* [Provided records]
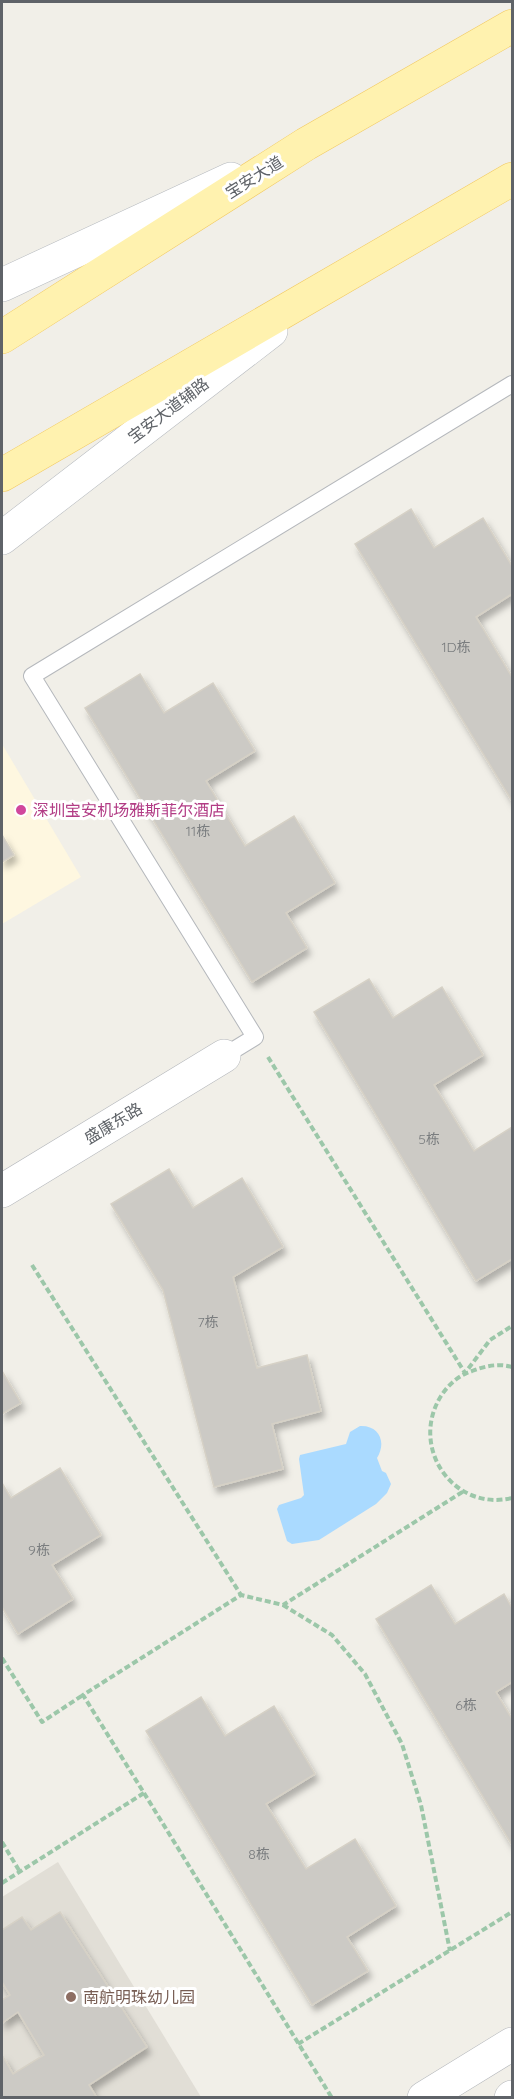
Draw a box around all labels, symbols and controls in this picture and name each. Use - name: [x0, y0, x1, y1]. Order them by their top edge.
- street label: 宝安大道: [222, 152, 286, 202]
- street label: 宝安大道辅路: [124, 373, 212, 447]
- house number: 1D栋: [441, 638, 471, 656]
- place label: 深圳宝安机场雅斯菲尔酒店: [33, 800, 225, 820]
- marker: 深圳宝安机场雅斯菲尔酒店: [14, 803, 28, 817]
- house number: 11栋: [186, 822, 210, 840]
- street label: 盛康东路: [80, 1098, 146, 1148]
- house number: 5栋: [418, 1130, 440, 1148]
- house number: 7栋: [197, 1313, 219, 1331]
- house number: 9栋: [28, 1541, 50, 1559]
- house number: 6栋: [455, 1696, 477, 1714]
- house number: 8栋: [248, 1845, 270, 1863]
- place label: 南航明珠幼儿园: [83, 1987, 195, 2007]
- marker: 南航明珠幼儿园: [64, 1990, 78, 2004]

* [What to do]
Would you please retype all the data exactly? Leave out whatever pictures it holds.

* [Task output]
Draw a box around all labels, symbols and controls in this picture and name each. Use - name: [x0, y0, x1, y1]. Order them by their top edge.
- street label: 宝安大道: [222, 152, 286, 202]
- street label: 宝安大道辅路: [124, 373, 212, 447]
- house number: 1D栋: [441, 638, 471, 656]
- place label: 深圳宝安机场雅斯菲尔酒店: [33, 800, 225, 820]
- marker: 深圳宝安机场雅斯菲尔酒店: [14, 803, 28, 817]
- house number: 11栋: [186, 822, 210, 840]
- street label: 盛康东路: [80, 1098, 146, 1148]
- house number: 5栋: [418, 1130, 440, 1148]
- house number: 7栋: [197, 1313, 219, 1331]
- house number: 9栋: [28, 1541, 50, 1559]
- house number: 6栋: [455, 1696, 477, 1714]
- house number: 8栋: [248, 1845, 270, 1863]
- place label: 南航明珠幼儿园: [83, 1987, 195, 2007]
- marker: 南航明珠幼儿园: [64, 1990, 78, 2004]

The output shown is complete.